We should not be allowing our young people to face these risks—not only the medical and financial risk, but the psychological risk. It is damaging for a person to go for a cosmetic procedure that they think will fundamentally change their life and then for something to go wrong or for them to realise that that was not the thing that was going to make them happy in the first place. I am very happy that we will hopefully be able to address all those things through this Bill.
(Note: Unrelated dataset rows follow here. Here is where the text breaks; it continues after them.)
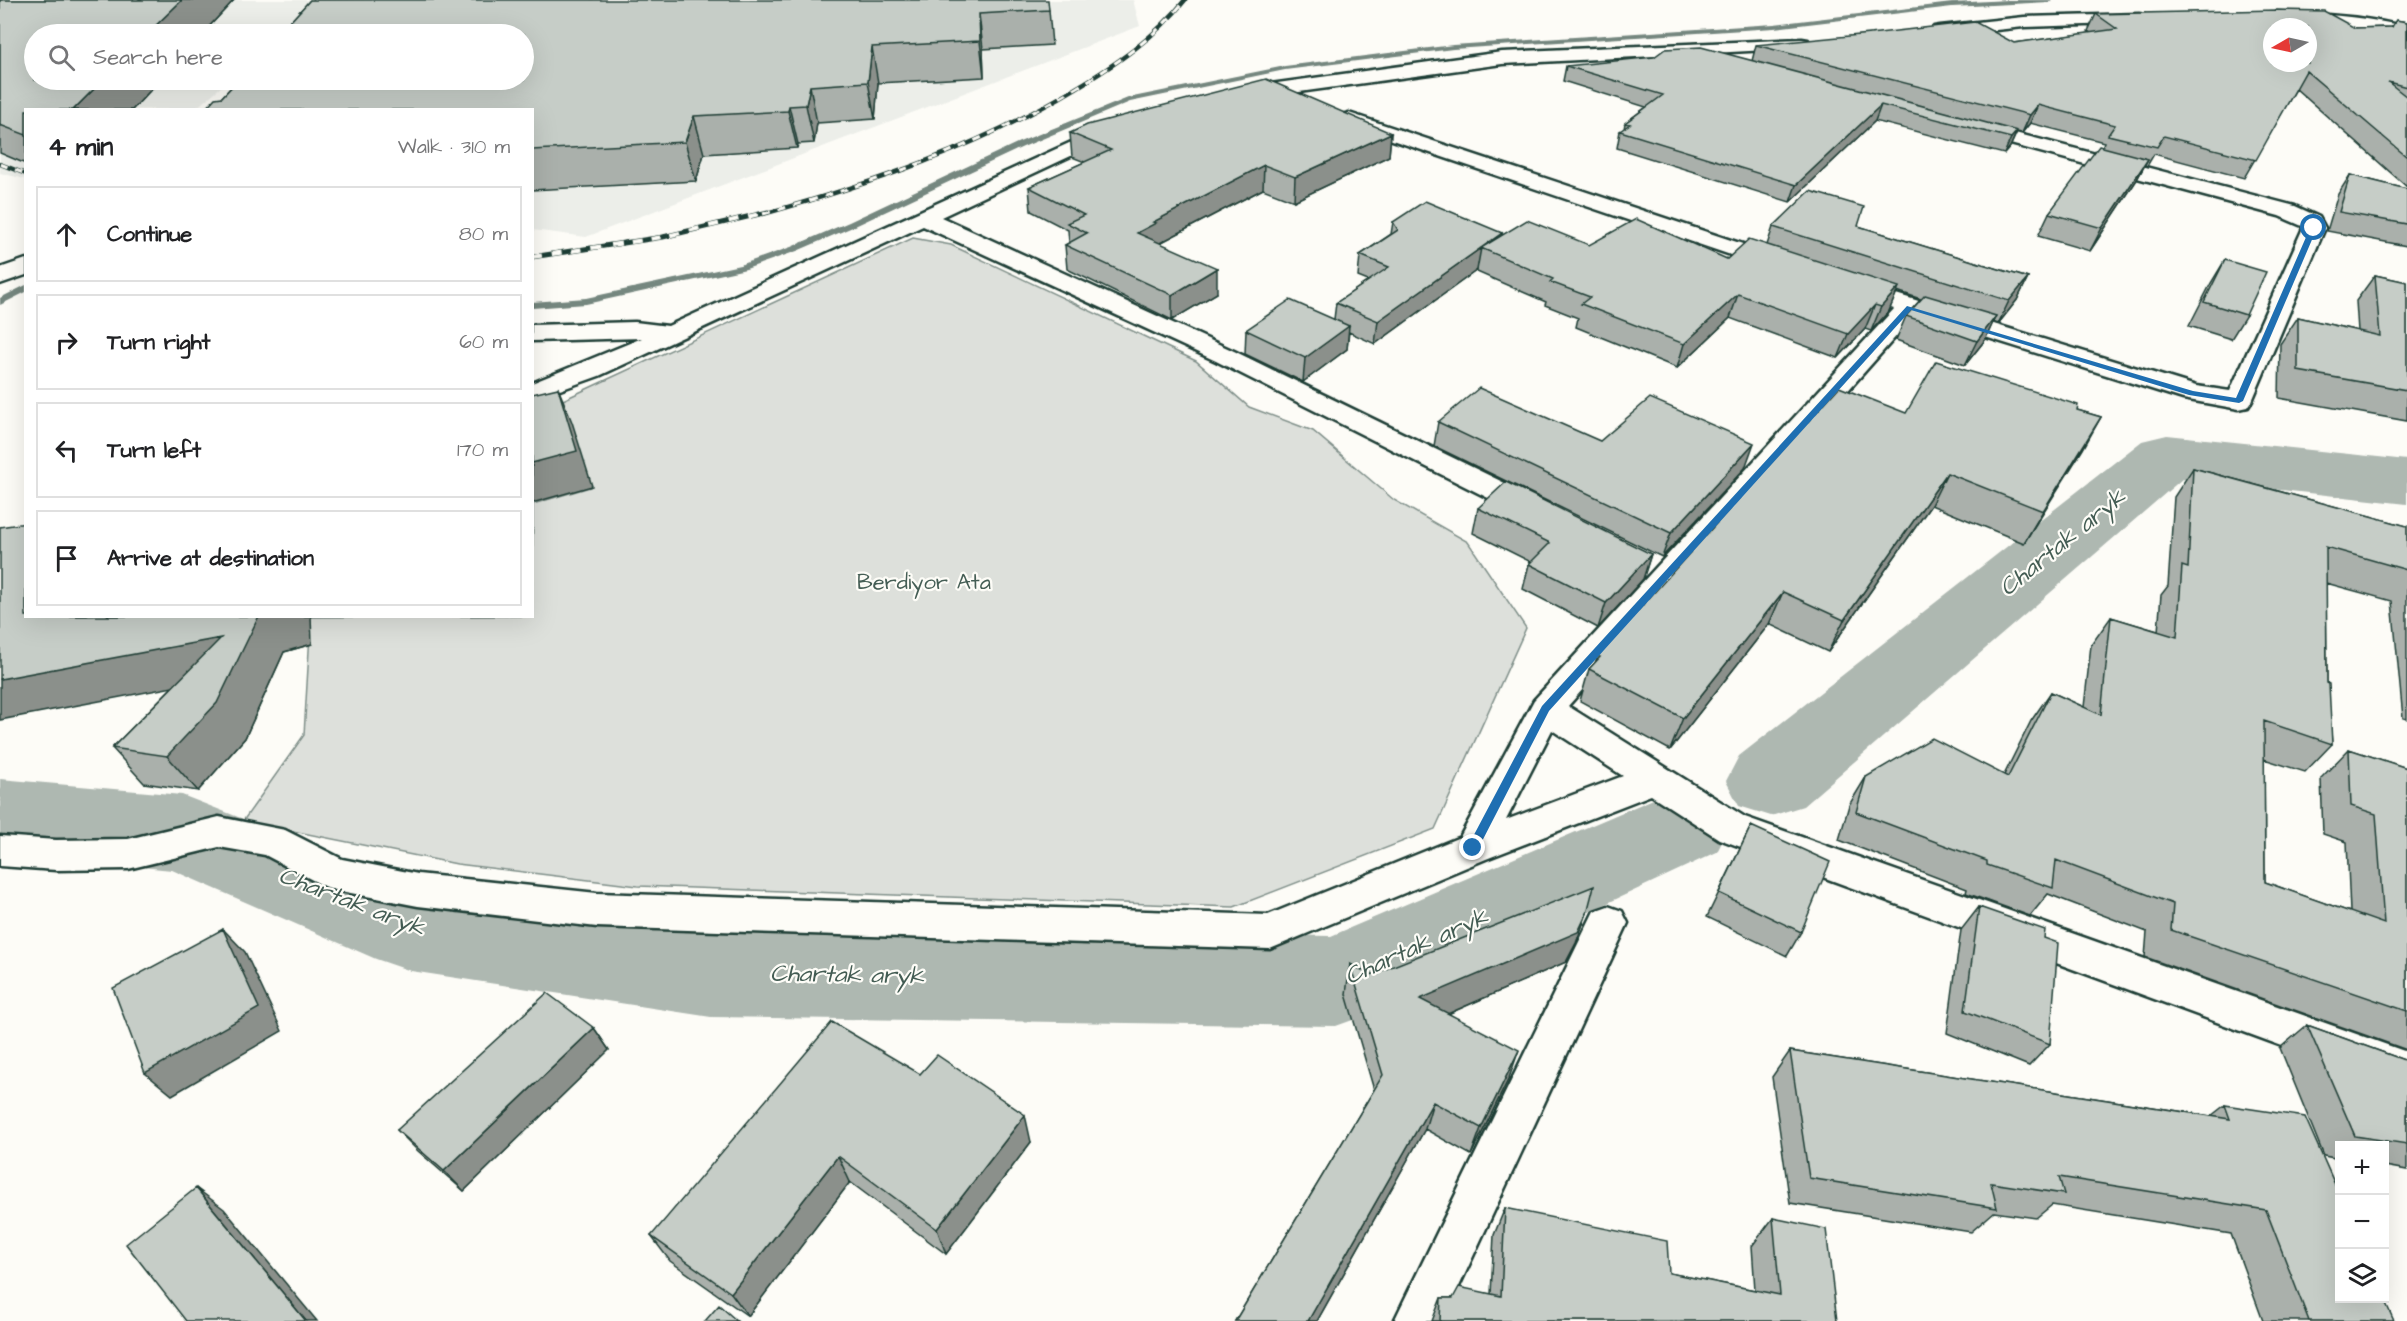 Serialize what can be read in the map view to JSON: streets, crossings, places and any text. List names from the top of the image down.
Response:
{
  "water": ["Chartak aryk"],
  "parks": ["Berdiyor Ata"],
  "north": "left",
  "page": {
    "search": "Search here",
    "heading": ["4 min", "Walk · 310 m"],
    "list": [
      ["Continue", "80 m"],
      ["Turn right", "60 m"],
      ["Turn left", "170 m"],
      "Arrive at destination"
    ],
    "map_buttons": ["+", "−"]
  }
} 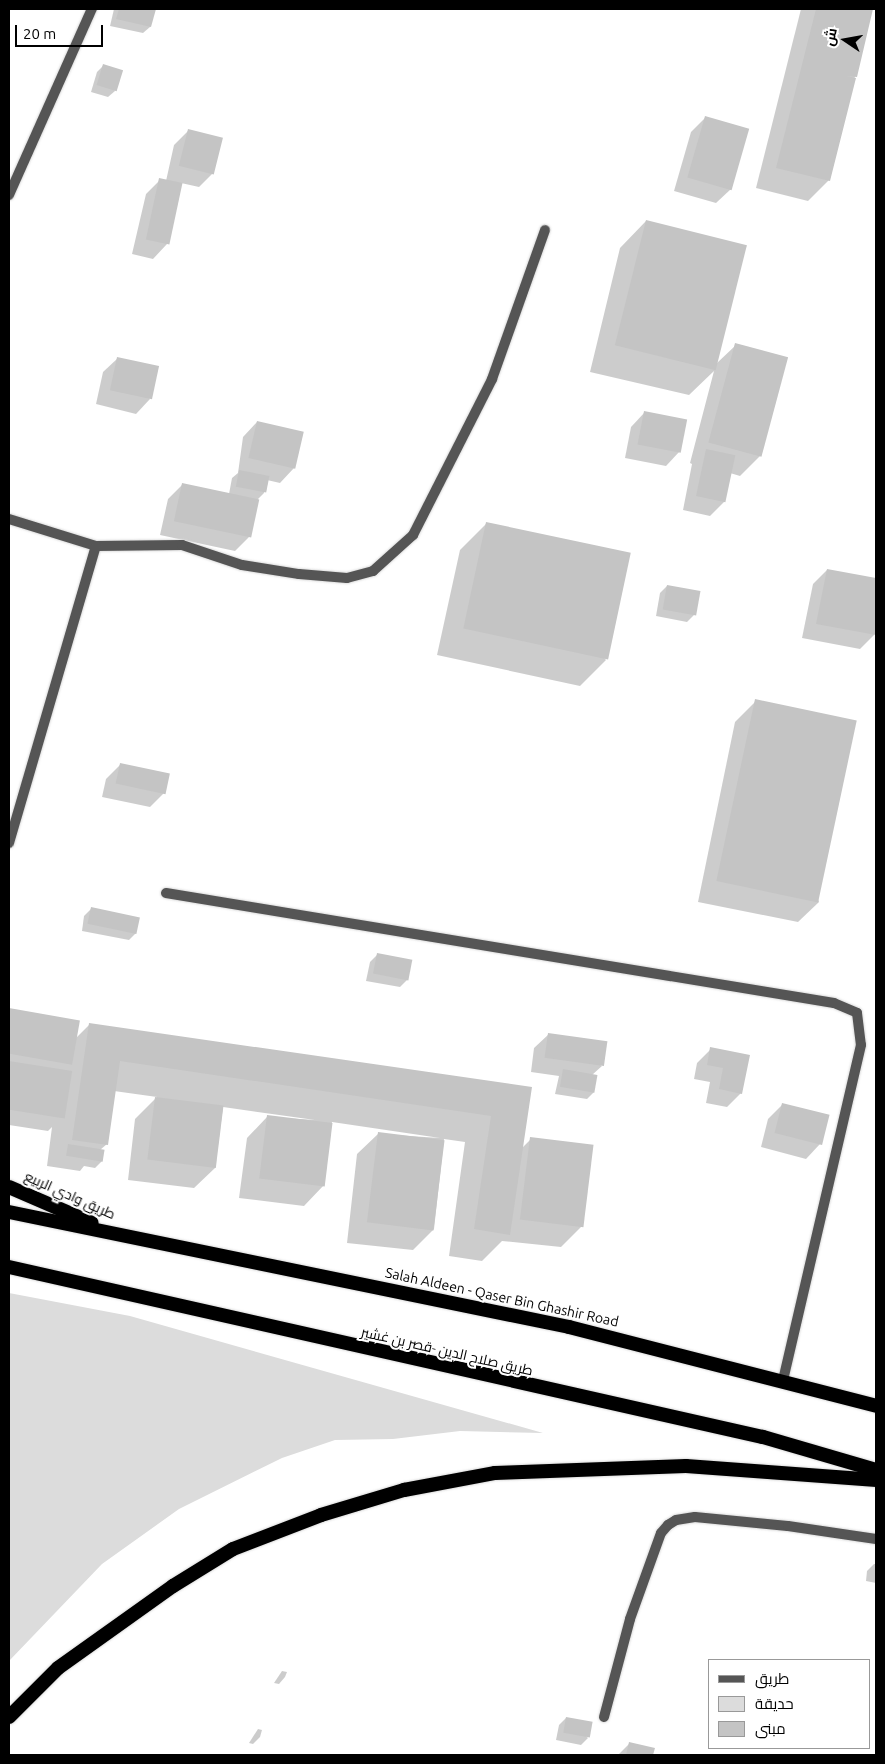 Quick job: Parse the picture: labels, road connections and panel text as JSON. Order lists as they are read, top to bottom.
{
  "streets": {
    "highway": ["طريق وادي الربيع", "Salah Aldeen - Qaser Bin Ghashir Road", "طريق صلاح الدين -قصر بن غشير"]
  },
  "crossings": [
    ["طريق وادي الربيع", "Salah Aldeen - Qaser Bin Ghashir Road"]
  ],
  "legend": ["طريق", "حديقة", "مبنى"],
  "scale_bar": "20 m",
  "north": "left"
} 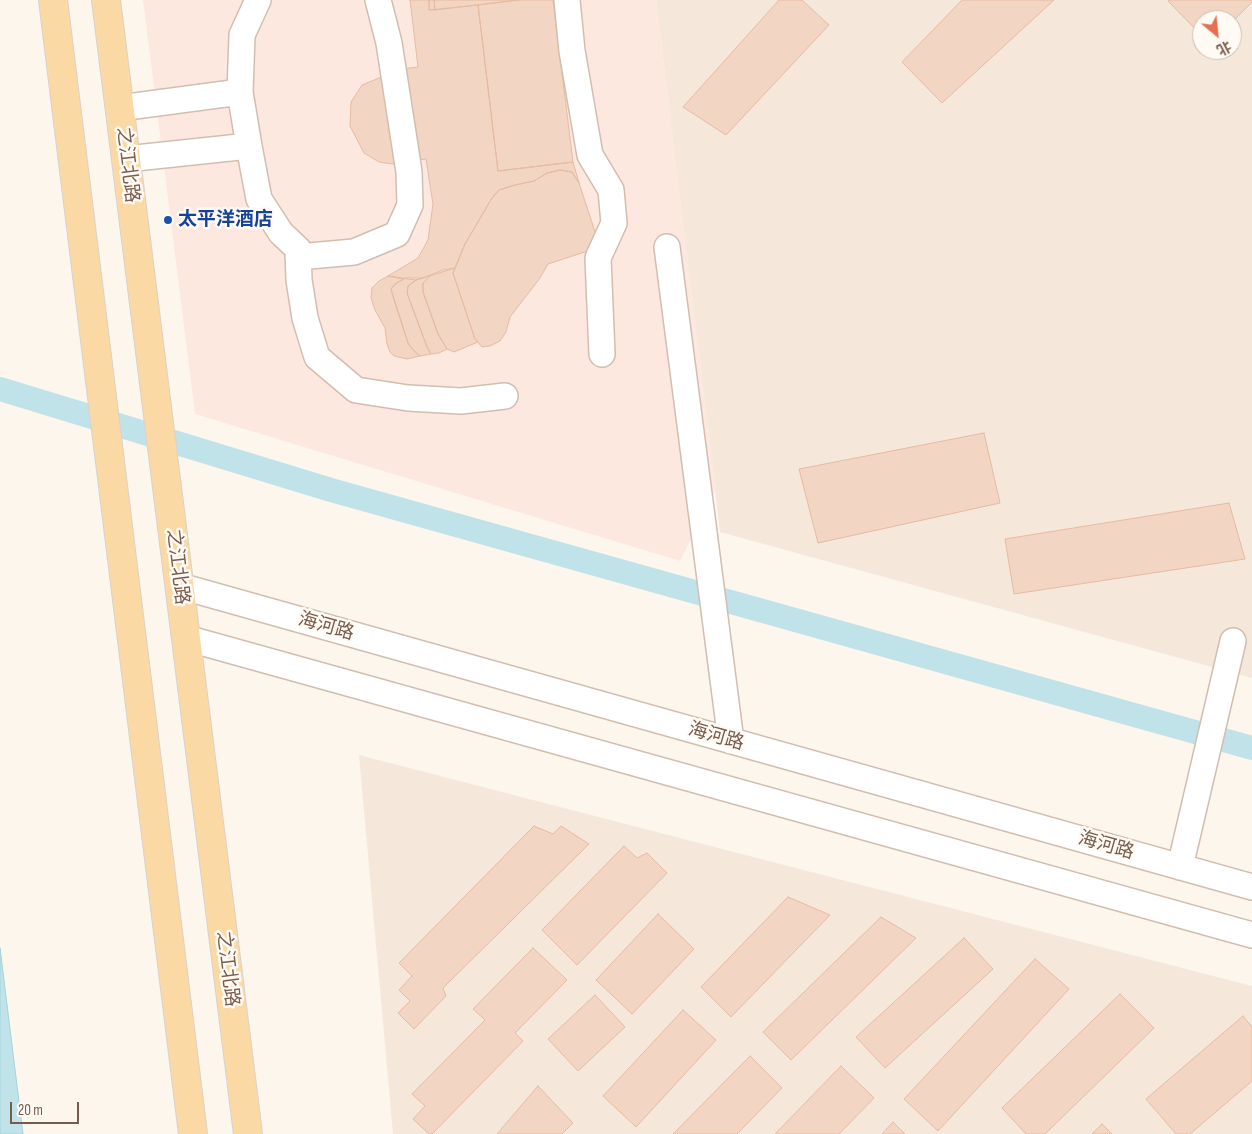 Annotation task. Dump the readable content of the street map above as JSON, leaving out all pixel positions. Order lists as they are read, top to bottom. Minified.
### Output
{"streets":{"main road":["之江北路"],"street":["海河路"]},"crossings":[["之江北路","海河路"]],"places":["太平洋酒店"],"scale_bar":"20 m","north":"bottom right"}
There are medical procedures that young people need, such as cosmetic procedures because they have some sort of facial disfigurement, for example, or procedures for migraines, bladder dysfunction, face and eyelid twitching or excessive sweating. They would still be allowed under this Bill, so no one should be worried that they would not be able to get the medical help they need.

Returning to the point about social media, we have all seen the deeply worrying statistics showing how the young people of our age are different from our generation, when we were young. Young people now are more anxious and depressed and have a lower sense of self-worth, and that starts in their early teens because of how social media helps them to see themselves and their standing in the world. The availability of these procedures, particularly if they are unregulated, will make people question themselves more and think, “Maybe I should go and make a change. Maybe I should change my face, my jawline, my nose, my lips.” The ability to access unregulated procedures almost forces the question in a very damaging way.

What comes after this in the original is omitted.